Regional airport in the province of North Brabant, Netherlands

Breda International Airport, until 2015 Seppe Airfield, is a small general aviation aerodrome located next to the A58 motorway on the outskirts of Bosschenhoofd, a village in the municipality of Halderberge in the province of North Brabant in the Netherlands. It is located 2 NM southwest of Hoeven, 7.5 NM west from Breda and 4 NM east-northeast of Roosendaal.

The airport has a single asphalt runway, 06/24 (previously 07/25), with a length of 830 m and a significantly displaced threshold (meaning an area at the beginning of the runway that is not to be used for landing) on either side.

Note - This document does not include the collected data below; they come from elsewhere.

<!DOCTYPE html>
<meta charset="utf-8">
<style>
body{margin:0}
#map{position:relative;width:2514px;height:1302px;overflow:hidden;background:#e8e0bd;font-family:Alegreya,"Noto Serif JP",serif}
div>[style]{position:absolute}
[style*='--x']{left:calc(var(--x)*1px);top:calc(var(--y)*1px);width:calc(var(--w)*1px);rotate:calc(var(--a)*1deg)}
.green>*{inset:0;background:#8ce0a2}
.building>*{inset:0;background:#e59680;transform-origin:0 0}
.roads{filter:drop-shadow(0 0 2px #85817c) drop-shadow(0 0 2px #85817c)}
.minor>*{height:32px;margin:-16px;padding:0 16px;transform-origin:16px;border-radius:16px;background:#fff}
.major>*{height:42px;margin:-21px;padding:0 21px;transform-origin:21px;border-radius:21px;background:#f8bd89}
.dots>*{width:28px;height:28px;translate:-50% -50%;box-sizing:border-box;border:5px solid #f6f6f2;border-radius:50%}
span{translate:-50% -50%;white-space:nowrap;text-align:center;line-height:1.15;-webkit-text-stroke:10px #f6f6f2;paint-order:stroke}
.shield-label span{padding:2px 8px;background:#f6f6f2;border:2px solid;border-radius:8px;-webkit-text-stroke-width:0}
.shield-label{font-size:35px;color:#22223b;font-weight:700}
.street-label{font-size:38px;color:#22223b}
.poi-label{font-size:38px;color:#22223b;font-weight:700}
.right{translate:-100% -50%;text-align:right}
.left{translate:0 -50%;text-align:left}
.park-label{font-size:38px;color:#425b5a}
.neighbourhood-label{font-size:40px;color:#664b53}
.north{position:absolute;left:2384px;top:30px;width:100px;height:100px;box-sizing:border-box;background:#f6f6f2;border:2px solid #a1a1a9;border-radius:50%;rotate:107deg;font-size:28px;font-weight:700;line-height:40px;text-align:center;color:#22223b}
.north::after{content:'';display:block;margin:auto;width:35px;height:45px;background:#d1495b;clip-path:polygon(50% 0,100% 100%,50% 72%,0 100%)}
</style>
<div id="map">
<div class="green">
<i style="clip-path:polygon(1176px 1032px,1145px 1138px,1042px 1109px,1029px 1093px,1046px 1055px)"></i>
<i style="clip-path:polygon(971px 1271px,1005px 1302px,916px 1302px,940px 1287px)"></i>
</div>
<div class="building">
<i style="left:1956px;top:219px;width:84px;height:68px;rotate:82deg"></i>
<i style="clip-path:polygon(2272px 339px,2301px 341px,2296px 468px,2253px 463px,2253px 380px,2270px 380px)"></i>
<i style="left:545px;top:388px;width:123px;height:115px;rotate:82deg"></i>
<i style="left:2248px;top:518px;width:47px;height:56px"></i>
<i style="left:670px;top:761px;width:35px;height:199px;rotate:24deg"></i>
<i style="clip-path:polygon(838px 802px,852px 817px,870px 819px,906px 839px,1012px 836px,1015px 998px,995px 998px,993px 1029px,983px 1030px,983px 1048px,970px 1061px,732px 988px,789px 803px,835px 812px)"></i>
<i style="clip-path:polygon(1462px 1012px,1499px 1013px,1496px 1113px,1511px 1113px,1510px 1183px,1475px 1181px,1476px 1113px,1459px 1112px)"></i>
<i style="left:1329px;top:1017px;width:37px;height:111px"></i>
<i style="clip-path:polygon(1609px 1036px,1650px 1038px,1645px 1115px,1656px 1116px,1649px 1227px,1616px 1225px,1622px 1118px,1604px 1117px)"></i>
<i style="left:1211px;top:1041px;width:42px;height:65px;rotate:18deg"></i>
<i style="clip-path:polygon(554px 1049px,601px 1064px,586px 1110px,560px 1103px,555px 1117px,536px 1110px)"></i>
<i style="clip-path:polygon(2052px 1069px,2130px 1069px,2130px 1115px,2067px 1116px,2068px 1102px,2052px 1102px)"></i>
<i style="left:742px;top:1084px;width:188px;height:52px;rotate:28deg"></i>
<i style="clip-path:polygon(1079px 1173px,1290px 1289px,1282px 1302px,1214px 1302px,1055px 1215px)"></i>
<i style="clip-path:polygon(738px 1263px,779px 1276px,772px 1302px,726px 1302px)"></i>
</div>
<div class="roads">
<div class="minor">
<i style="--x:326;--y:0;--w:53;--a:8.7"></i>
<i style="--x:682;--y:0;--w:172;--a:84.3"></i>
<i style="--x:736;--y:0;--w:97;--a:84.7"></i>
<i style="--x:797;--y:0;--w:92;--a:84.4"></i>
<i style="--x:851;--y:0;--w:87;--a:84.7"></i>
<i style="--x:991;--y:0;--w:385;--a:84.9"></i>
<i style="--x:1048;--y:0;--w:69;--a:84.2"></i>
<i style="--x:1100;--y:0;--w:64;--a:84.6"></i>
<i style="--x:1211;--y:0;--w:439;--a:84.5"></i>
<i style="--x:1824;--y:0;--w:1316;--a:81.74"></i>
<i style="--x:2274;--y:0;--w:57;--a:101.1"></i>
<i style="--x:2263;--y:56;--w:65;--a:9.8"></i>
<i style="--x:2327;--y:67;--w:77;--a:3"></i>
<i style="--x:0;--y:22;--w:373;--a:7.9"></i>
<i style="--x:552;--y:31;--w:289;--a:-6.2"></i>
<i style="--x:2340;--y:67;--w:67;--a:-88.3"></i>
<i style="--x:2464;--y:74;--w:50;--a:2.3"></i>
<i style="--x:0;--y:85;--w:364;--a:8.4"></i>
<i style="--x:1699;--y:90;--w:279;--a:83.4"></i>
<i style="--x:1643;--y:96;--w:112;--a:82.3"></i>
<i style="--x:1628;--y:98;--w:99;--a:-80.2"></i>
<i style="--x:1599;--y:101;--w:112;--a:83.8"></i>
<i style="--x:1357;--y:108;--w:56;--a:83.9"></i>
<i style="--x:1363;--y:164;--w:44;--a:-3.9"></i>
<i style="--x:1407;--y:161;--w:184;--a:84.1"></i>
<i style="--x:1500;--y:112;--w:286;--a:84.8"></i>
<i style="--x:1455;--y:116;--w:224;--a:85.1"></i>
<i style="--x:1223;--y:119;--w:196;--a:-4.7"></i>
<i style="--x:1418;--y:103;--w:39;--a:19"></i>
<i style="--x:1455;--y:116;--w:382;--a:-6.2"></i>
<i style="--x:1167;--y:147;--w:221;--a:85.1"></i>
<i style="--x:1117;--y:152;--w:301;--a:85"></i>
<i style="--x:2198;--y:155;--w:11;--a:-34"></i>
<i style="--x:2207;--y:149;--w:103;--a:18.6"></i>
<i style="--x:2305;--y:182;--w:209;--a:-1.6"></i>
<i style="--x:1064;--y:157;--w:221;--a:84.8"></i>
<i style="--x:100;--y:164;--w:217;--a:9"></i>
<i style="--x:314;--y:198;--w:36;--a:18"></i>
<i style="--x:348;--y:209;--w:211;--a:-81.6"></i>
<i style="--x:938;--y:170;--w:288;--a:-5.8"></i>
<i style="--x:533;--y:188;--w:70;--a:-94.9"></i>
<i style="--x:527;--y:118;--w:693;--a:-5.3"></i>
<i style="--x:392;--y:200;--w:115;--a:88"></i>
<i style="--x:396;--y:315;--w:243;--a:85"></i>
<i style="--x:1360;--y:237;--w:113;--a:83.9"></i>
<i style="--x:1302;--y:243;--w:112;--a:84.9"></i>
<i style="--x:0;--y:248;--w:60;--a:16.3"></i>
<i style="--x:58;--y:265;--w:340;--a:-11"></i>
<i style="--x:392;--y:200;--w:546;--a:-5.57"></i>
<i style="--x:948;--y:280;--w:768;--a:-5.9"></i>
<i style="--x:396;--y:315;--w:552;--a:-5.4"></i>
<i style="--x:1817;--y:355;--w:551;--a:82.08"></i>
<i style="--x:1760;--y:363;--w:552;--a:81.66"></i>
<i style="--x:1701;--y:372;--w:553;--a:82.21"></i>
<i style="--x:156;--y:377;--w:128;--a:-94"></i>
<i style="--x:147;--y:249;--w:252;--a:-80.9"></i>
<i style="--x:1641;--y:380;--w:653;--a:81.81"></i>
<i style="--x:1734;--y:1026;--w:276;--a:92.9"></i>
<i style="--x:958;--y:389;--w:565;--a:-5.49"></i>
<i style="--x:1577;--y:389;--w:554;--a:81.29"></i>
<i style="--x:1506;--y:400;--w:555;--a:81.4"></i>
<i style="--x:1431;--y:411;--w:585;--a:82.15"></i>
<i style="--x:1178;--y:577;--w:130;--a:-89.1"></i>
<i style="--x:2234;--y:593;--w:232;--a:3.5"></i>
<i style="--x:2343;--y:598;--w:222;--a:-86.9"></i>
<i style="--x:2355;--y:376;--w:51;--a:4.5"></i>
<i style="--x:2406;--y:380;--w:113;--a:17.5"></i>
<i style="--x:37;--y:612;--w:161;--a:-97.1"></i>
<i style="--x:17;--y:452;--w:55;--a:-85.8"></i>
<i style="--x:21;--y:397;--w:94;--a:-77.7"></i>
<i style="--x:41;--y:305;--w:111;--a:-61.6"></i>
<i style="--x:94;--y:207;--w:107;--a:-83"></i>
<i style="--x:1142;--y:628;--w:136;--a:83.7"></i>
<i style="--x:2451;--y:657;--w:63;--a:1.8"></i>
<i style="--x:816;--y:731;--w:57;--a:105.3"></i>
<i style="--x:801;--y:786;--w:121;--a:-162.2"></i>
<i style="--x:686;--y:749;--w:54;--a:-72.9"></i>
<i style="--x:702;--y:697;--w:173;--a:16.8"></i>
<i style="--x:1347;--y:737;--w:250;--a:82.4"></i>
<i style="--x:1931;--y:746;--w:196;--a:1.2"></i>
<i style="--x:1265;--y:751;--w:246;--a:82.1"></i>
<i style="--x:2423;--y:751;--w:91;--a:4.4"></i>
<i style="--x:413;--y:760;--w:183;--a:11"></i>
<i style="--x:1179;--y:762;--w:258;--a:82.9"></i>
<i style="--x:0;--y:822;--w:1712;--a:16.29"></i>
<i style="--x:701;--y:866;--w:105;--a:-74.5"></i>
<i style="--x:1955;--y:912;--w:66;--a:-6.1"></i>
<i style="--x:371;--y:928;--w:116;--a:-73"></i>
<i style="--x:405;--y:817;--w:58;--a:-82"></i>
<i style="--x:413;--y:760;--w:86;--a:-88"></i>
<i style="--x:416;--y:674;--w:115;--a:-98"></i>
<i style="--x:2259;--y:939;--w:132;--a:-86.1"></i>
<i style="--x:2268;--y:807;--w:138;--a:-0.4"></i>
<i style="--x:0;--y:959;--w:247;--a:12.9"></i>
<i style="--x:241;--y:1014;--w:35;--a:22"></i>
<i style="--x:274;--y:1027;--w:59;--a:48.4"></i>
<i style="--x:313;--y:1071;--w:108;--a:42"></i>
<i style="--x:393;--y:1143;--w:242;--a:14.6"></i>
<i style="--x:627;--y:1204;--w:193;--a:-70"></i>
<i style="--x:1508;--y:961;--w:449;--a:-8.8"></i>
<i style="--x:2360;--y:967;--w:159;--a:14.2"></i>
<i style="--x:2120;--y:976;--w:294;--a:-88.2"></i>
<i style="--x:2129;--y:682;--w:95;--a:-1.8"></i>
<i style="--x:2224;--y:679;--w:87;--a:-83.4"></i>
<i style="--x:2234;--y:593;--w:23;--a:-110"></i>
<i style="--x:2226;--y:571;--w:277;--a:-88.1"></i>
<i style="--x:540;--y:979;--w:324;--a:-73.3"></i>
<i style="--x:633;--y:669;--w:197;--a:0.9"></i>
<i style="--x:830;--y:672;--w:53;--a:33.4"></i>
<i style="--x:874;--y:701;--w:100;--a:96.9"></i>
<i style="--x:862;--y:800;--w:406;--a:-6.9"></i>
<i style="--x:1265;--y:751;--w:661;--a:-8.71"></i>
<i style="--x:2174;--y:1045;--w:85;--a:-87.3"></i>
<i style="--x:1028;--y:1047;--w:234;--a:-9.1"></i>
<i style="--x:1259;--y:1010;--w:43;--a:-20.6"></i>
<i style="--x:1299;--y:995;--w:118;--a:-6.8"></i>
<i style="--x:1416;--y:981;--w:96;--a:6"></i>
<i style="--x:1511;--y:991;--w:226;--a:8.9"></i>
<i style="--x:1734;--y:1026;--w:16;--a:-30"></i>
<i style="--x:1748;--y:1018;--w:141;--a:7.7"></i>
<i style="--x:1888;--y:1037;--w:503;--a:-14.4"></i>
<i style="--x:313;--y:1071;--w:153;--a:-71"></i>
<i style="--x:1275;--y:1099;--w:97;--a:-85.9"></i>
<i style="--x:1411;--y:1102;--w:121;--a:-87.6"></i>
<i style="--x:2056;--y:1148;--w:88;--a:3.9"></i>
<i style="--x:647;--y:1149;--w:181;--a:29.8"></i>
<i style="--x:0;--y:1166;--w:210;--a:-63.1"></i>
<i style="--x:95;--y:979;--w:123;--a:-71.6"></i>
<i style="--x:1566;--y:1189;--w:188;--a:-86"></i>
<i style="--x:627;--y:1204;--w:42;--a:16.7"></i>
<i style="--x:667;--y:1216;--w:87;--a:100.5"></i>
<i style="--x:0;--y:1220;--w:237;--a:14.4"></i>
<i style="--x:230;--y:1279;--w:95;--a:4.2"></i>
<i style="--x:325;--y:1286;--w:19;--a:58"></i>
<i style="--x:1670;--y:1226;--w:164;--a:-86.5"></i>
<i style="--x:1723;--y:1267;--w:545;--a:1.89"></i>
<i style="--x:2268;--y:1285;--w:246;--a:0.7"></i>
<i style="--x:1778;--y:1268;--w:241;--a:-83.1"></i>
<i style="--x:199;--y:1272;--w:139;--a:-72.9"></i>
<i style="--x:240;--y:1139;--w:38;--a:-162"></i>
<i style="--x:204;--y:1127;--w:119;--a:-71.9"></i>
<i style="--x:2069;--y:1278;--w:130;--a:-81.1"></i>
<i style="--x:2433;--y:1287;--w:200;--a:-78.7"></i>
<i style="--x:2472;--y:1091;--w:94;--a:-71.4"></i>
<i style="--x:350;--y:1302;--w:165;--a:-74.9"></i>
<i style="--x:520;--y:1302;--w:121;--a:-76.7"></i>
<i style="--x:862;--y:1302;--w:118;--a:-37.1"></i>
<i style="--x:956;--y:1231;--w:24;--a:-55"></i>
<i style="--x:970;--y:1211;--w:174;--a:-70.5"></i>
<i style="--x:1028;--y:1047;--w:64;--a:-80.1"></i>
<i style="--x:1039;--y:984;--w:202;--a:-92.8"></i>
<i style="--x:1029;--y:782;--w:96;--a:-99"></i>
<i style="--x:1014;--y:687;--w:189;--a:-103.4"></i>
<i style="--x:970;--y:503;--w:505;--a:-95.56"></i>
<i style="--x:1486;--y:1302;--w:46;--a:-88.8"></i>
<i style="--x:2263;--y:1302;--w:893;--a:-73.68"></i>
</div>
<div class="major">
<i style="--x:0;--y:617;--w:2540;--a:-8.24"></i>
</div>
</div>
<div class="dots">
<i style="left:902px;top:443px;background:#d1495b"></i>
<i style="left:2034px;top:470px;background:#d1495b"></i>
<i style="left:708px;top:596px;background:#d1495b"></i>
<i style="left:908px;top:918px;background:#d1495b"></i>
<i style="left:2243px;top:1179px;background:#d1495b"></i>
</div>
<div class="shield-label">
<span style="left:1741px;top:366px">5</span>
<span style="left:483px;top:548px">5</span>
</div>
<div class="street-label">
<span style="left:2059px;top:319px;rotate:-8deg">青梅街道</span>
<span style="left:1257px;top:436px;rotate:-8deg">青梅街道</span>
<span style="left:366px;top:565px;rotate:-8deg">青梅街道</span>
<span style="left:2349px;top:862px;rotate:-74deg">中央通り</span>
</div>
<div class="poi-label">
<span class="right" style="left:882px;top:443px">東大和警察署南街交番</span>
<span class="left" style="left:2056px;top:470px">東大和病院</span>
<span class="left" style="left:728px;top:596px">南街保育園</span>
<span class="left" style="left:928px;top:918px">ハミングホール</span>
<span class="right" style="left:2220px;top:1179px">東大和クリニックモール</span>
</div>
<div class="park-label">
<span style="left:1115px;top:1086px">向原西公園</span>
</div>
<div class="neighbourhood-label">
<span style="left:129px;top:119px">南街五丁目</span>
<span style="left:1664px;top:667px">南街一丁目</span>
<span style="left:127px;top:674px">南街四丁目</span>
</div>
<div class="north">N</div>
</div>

Originally called Seppe Airfield, the airport started in 1949 as a glider field and has been used by powered aircraft since 1961. In 2002, the grass runway surface was replaced with asphalt. Around 50,000 airplane movements (take-offs or landings) are made at Seppe annually. In February 2014, it was announced that the name of the airport would be changed to Breda International Airport. The airport was officially renamed on 1 January 2015. Its ICAO designation remained "Seppe".

The airfield is also home to a small flying museum, Vliegend Museum Seppe (The Flying Museum of Seppe), displaying various aircraft, most of which are still airworthy, including de Havilland Tiger Moths, a Boeing Stearman.